The data comes ahead of the Communist Party Congress in mid-October, a once-every-five-years meeting where new leaders are appointed and the government’s key political and economic initiatives are laid out, though details are usually not announced until much later.

China’s economy grew by a faster-than-expected 6.9 percent in the first half of 2017, and looks set to easily meet the government’s full-year target of around 6.5 percent.

China’s manufacturers are reporting their best profits in years, fuelled by government-led infrastructure spending, a strong housing market, higher factory-gate prices and a recovery in exports.

But cost pressures from high raw materials prices and continued underperformance of smaller firms mean some manufacturers are still struggling.

“Mid- and downstream industries are worried about a further increase in cost pressures,” National Bureau of Statistics official Zhao Qinghe wrote in comments published with the data.

INPUT PRICES CLIMB

The latest survey showed input prices continued to rise at a solid clip, with the reading at 68.4 compared with 65.3 in August, benefiting upstream producers such as miners, smelters and oil refiners.

Indexes for raw materials prices in the paper, wood processing and furniture, and chemical products manufacturing industries were all above 75.0, said Zhao, indicating large price increases.

Output prices also rose but at a slower pace, pointing to lower profit margins for companies further along the supply chain who are unable to pass on all of the price increases to their customers.

Steel mills, in particular, continue to run at full tilt to cash in on fat profit margins as demand remains strong and the government has said it will order mills to curb production to reduce choking air pollution over winter.

A separate PMI on the steel industry fell to 53.7 in September from 57.2 in August but remained in solid expansion territory, according to data from the China Federation of Logistics and Purchasing.

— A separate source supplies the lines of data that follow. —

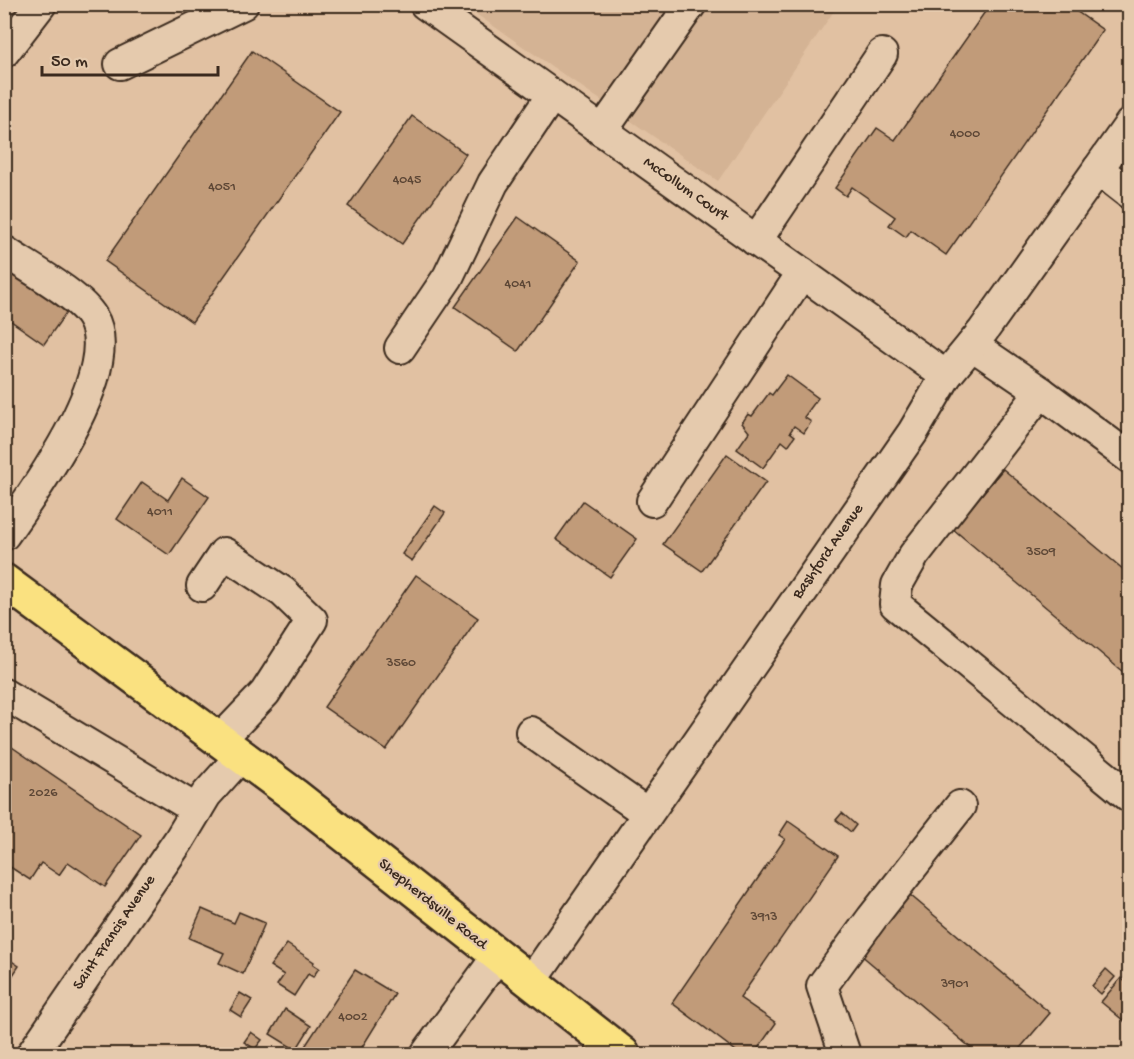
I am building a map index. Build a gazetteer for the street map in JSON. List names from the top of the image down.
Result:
{
  "streets": {
    "main road": ["Shepherdsville Road"],
    "street": ["McCollum Court", "Bashford Avenue", "Saint Francis Avenue"]
  },
  "crossings": [
    ["McCollum Court", "Bashford Avenue"],
    ["Bashford Avenue", "Shepherdsville Road"]
  ],
  "house_numbers": [
    "4000",
    "4045",
    "4051",
    "4041",
    "4011",
    "3509",
    "3560",
    "2026",
    "3913",
    "3901",
    "4002"
  ],
  "scale_bar": "50 m"
}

The federation said high prices for coking coal and other raw materials, along with limits on steel production in North China, meant steel firms were reluctant to boost inventories of raw materials.

For the manufacturing sector overall, inventories of raw materials and finished goods continued to decline in September, providing little indication that factories were stocking up in preparation for winter production cuts.

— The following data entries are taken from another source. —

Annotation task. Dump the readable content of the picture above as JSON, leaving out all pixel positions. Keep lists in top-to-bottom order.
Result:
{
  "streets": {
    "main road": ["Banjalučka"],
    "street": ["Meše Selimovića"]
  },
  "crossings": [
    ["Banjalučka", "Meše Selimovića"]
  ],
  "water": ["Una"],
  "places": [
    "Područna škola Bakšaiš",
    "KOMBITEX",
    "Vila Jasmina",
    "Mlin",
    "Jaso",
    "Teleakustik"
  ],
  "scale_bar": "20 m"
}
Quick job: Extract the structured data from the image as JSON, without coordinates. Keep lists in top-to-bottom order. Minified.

Big firms saw the strongest improvement in September, with a large firms sub-index rising to 53.8, while one for small firms improved slightly but was still in contraction territory at 49.4.

The impressive performance for China’s manufacturers comes despite a government push to shutter outdated industrial capacity and clean up polluting industries, though some analysts say official claims of massive capacity cuts are misleading as overall production is still rising.

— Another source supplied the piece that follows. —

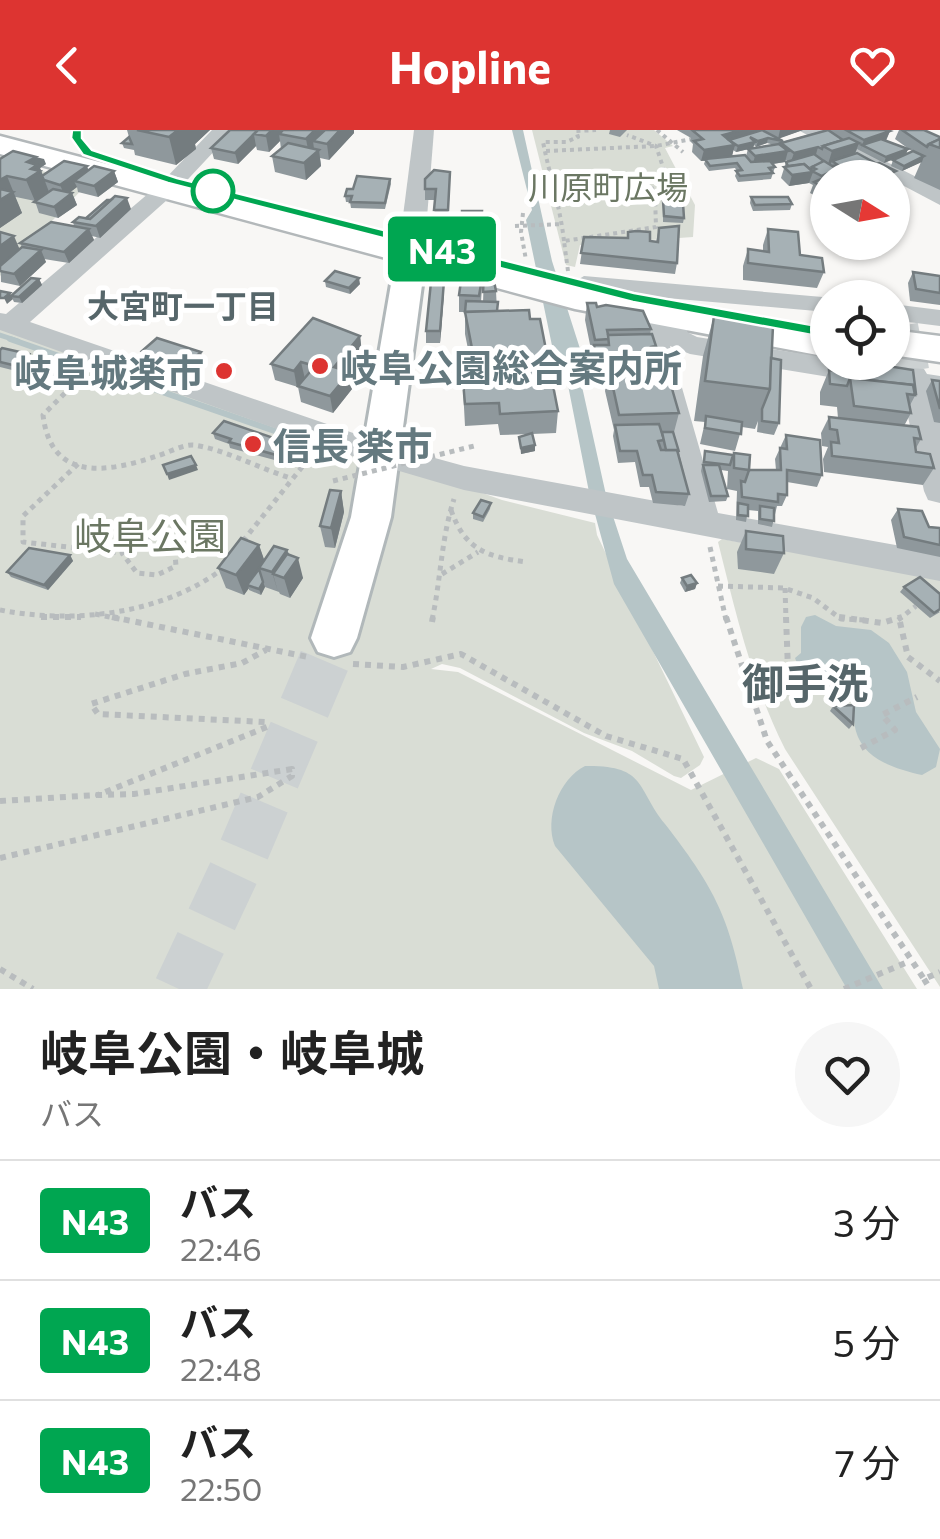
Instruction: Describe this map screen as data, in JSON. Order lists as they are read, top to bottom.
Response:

Chinese authorities are also in the midst of a campaign to reduce the risks from a rapid build-up in debt produced by years of credit-fuelled stimulus, and the continued strength of the industrial sector could give policymakers confidence to stick to the push for deleveraging.

PRIVATE SURVEY SHOWS SLOWER GROWTH

A separate private survey may temper some of the enthusiasm, as it showed growth slowed in September amid high pricing pressure and slower new order growth.

The Caixin/Markit Manufacturing Purchasing Managers’ Index (PMI) fell to 51.0 in September, compared with 51.6 in August, as new export order growth slipped.

So far, the regulatory clampdown has focused on the financial sector, particularly interbank and shadow banking activity, and the pass-through to the real economy appears to be limited.

But S&P last week downgraded China’s sovereign credit rating, saying the government’s deleveraging drive has progressed slower than expected, leading to higher economic and financial risks.

An official survey on the services sector published Saturday rose at the fastest pace since 2014, though gains in that sector were also driven by higher input prices.

A sub-reading for the construction sector rose to 61.1 in September from 58.0 in August.

The official data showed firms in both the manufacturing and services sector continued to shed workers.